Partys während des Kaukasuskriegs

Touristenfrühstück

Touristenfrühstück
Zaza Burchuladze: Touristenfrühstück. Aus dem Georgischen von Natia Mikeladse-Bachsoliani. Blumenbar Verlag, Berlin 2016. 176 S., 18 Euro

„Für mich ist es ein Zeichen von Dummheit, an einen Gott zu glauben“, erklärt er jetzt, nachdem er seinen Cappuccino in einem ziemlich passablen Deutsch bestellt hat. In Georgien aber habe der Patriarch der orthodoxen Kirche einen Einfluss, der ans „Göttliche” grenzt. Und sogar die junge Generation glaube mehrheitlich daran, dass man nach dem Tod entweder ins Paradies oder in die Hölle kommt. „Es gibt eine georgische Redewendung, die übersetzt werden kann mit ‚Gott ist hier‘. Ich habe ein Wortspiel daraus gemacht. Man muss nämlich nur einen einzigen Laut verändern, dann lautet der Satz ‚Gott stinkt‘.“ Danach spricht er beide Sätze gaanz langsam auf Georgisch vor. Sie hören sich genau gleich an.

Zaza Burchuladzes letztes in Georgien entstandenes Buch war der drastische Roman „Adibas“ (auf Deutsch 2015 im Blumenbar Verlag erschienen), der das Partyleben der Tbilisser Jugend während des Kaukasus-Kriegs mit Russland umkreist. Nun ist kürzlich „Touristenfrühstück“ erschienen, sein erstes im Exil geschriebenes Buch. Wobei man dazu fragen kann: Würde er es „Exil“ nennen? „Emigration“? Oder welchen Status hat man als einer, dem in der Heimat großer Ärger droht, aber nicht unbedingt staatliche Verfolgung? „Es ist weder Exil noch Emigration“, erklärt er entschieden. „Eher ist es eine neue Art zu leben, wie sie heute eben möglich ist. Ein Leben, in dem es die Grenzen von früher nicht mehr gibt, in dem es nicht mehr so wichtig ist, aus welchem Land man kommt.“

Auch wenn er gerade hart an seiner dauerhaften Aufenthaltsgenehmigung in Deutschland arbeitet, Georgien aber bleibt sein zentrales Thema. „Touristenfrühstück“ ist ein Erzählen aus der Lücke zwischen hier und dort, mit der Biografie des Autors als Basismaterial. Versatzstücke seines Berliner Lebens verzahnt er mit Erinnerungen an Georgien, das eine gleitet in das andere über, häufig vermittelt durch Bilder auf dem Smartphone des Ich-Erzählers (der auch Zaza Burchuladze heißt) – unter anderem Bilder seiner letzten Hochzeit, die noch in Tbilissi stattfand. 

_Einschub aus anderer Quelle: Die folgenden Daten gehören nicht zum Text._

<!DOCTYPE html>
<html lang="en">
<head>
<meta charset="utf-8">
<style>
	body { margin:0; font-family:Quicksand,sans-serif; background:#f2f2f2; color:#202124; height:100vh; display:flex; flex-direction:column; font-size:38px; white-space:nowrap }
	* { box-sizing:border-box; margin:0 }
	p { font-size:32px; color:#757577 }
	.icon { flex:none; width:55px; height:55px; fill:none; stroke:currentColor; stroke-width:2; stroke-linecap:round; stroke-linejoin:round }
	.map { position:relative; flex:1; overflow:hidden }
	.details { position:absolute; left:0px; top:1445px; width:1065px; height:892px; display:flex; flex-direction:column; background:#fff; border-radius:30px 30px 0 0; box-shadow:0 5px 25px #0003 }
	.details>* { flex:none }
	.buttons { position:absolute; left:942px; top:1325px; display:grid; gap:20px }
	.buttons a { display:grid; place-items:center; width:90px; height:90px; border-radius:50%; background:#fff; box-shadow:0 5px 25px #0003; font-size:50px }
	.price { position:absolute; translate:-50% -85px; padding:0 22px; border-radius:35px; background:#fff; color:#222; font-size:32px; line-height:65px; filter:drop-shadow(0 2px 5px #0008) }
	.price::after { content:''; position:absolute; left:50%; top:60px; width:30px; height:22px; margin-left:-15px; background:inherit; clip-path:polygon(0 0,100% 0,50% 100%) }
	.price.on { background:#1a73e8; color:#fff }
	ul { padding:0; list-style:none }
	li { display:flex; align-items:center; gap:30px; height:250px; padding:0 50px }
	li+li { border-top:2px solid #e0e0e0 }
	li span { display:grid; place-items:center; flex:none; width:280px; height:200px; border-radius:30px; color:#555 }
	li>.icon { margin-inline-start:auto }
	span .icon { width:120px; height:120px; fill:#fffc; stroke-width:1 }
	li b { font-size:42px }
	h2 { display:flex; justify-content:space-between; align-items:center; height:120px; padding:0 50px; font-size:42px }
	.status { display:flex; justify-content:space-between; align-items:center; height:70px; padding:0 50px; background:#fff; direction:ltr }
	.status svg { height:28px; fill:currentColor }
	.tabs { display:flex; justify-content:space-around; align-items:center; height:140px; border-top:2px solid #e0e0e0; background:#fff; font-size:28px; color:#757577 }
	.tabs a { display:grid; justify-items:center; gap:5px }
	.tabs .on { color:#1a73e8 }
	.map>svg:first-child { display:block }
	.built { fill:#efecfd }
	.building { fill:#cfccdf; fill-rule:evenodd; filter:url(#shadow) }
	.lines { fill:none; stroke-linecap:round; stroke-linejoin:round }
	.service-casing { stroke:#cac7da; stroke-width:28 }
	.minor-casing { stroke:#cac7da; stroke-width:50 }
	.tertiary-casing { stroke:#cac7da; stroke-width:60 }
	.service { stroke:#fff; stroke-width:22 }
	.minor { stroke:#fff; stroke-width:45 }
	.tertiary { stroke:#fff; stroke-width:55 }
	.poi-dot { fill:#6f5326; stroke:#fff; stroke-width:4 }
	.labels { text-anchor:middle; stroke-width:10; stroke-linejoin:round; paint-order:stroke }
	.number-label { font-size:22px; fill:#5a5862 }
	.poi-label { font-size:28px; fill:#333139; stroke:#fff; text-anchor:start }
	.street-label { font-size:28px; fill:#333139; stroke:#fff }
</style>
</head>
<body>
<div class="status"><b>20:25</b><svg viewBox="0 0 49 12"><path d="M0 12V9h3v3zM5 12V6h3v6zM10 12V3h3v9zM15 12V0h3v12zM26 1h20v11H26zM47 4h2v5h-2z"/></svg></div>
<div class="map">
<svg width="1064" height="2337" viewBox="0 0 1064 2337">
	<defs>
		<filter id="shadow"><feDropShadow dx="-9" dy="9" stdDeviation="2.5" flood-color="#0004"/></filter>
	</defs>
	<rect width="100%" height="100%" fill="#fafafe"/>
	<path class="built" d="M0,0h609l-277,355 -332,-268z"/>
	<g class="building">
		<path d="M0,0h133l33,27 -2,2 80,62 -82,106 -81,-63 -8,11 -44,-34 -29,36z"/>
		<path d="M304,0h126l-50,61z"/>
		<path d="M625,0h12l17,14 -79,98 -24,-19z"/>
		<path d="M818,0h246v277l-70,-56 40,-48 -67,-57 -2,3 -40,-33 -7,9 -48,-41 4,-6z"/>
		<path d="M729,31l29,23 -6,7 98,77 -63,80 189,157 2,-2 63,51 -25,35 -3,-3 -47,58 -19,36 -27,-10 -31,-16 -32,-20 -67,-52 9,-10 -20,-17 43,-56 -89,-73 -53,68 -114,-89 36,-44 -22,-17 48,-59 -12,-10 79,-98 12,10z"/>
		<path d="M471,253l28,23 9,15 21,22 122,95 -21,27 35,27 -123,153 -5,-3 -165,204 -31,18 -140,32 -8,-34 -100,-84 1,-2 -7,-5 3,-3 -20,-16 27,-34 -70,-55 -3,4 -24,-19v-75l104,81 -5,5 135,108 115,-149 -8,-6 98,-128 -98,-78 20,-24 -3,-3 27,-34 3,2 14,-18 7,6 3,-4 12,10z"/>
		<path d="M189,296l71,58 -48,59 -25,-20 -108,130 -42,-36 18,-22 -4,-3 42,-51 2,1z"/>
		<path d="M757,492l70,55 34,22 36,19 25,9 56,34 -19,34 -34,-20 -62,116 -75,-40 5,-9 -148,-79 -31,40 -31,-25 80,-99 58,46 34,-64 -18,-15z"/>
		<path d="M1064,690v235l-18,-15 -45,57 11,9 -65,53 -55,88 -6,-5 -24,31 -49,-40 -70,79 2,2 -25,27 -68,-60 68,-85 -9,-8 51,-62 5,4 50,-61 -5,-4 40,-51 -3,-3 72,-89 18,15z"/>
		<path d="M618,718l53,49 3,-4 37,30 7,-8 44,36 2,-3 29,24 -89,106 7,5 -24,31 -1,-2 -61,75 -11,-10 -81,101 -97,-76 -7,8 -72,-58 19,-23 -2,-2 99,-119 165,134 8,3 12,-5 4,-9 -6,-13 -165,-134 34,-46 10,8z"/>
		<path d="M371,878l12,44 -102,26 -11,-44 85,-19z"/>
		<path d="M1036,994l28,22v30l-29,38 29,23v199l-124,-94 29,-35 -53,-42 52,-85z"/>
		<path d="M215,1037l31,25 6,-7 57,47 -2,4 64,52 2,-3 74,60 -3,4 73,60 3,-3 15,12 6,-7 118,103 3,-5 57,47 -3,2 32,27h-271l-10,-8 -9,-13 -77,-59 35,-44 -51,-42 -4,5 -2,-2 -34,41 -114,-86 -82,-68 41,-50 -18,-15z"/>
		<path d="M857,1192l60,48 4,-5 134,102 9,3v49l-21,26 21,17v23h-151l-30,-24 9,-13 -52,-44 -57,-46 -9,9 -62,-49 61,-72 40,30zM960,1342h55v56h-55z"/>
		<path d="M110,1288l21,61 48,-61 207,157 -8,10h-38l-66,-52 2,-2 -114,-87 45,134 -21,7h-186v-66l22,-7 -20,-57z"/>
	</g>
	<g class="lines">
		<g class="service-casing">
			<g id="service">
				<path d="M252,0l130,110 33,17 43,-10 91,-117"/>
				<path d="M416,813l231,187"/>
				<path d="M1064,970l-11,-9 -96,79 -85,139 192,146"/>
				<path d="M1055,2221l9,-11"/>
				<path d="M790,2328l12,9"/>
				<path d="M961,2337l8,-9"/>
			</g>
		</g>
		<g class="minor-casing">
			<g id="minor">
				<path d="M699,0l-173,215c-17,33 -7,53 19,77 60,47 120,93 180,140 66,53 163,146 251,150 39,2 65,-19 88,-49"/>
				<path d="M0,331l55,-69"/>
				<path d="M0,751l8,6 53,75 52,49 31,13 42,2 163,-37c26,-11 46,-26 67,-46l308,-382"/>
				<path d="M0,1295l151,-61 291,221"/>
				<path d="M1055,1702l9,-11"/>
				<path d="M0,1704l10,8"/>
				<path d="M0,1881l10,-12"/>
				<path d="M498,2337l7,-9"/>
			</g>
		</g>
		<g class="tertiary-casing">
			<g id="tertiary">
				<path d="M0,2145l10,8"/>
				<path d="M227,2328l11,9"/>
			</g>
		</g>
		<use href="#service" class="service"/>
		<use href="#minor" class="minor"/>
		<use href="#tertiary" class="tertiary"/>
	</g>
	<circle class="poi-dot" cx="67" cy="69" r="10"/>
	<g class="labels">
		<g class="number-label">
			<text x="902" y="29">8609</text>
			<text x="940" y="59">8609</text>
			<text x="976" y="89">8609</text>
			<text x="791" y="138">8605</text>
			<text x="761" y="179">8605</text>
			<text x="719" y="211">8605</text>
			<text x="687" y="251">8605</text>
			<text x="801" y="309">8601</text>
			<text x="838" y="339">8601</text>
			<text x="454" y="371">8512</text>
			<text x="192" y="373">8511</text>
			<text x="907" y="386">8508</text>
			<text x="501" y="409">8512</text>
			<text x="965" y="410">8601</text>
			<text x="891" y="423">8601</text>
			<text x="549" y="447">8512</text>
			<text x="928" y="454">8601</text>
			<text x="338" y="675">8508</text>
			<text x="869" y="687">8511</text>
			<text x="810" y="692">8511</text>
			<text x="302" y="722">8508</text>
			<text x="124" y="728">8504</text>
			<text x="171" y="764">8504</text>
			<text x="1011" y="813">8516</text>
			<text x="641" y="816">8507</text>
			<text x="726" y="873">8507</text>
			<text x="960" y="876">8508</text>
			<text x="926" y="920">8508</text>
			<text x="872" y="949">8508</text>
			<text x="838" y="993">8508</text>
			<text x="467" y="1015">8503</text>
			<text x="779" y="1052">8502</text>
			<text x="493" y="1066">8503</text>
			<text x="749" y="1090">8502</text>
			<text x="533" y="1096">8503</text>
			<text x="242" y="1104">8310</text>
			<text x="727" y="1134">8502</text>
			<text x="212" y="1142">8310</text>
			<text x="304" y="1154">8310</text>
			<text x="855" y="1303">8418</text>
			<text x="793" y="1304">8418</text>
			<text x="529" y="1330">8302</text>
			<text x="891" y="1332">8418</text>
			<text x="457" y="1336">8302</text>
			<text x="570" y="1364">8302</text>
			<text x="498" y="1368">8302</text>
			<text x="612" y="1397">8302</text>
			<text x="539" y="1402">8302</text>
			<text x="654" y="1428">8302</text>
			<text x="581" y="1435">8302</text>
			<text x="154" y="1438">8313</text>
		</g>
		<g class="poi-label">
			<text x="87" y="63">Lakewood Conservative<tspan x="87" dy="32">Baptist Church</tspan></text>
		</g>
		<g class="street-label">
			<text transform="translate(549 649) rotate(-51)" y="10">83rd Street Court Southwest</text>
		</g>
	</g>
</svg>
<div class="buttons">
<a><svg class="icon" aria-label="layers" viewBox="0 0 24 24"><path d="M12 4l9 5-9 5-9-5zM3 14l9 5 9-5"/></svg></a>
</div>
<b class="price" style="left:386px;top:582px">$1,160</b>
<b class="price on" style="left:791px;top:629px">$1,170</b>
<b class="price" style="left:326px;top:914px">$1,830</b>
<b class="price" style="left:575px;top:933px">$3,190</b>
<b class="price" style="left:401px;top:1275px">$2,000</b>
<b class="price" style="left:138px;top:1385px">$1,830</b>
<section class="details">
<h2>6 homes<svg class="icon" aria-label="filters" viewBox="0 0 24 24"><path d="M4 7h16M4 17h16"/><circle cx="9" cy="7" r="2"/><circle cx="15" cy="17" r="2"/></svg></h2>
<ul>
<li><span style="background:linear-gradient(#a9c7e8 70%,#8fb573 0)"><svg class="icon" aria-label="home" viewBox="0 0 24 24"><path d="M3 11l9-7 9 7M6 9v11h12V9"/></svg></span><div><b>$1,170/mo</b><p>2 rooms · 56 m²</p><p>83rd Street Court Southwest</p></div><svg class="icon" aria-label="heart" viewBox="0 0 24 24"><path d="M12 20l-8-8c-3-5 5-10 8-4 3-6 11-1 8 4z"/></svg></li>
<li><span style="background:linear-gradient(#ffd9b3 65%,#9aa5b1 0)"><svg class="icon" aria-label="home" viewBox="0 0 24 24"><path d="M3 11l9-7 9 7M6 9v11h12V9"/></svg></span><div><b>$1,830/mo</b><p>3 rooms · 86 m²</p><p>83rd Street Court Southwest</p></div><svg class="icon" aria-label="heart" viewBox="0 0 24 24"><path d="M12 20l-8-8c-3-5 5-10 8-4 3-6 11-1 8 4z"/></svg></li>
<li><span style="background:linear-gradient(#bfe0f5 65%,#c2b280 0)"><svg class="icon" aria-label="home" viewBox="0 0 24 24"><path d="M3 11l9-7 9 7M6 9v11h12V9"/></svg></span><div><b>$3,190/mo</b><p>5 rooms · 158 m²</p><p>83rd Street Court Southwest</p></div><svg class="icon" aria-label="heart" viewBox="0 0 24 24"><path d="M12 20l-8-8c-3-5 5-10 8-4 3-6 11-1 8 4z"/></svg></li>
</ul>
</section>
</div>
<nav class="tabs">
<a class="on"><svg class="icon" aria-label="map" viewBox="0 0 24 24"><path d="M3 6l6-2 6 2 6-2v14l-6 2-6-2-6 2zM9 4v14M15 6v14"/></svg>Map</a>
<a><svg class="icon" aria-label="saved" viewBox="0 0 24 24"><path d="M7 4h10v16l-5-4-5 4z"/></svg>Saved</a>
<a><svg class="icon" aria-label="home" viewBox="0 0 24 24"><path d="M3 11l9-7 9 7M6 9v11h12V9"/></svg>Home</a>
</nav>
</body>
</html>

Das mysteriöse Vogelsterben

Nun aber ist der Erzähler in Berlin und geht mit seiner Tochter im Berliner Humboldthain spazieren, wo ein seltsames Vogelsterben im Gange ist. Überall finden die beiden Kadaver, sogar auf dem Spielplatz gräbt das kleine Mädchen einen toten Vogel aus dem Sand. Der alte Flakturm, der die Gegend überragt, dient als kuriose wie morbide Kulisse.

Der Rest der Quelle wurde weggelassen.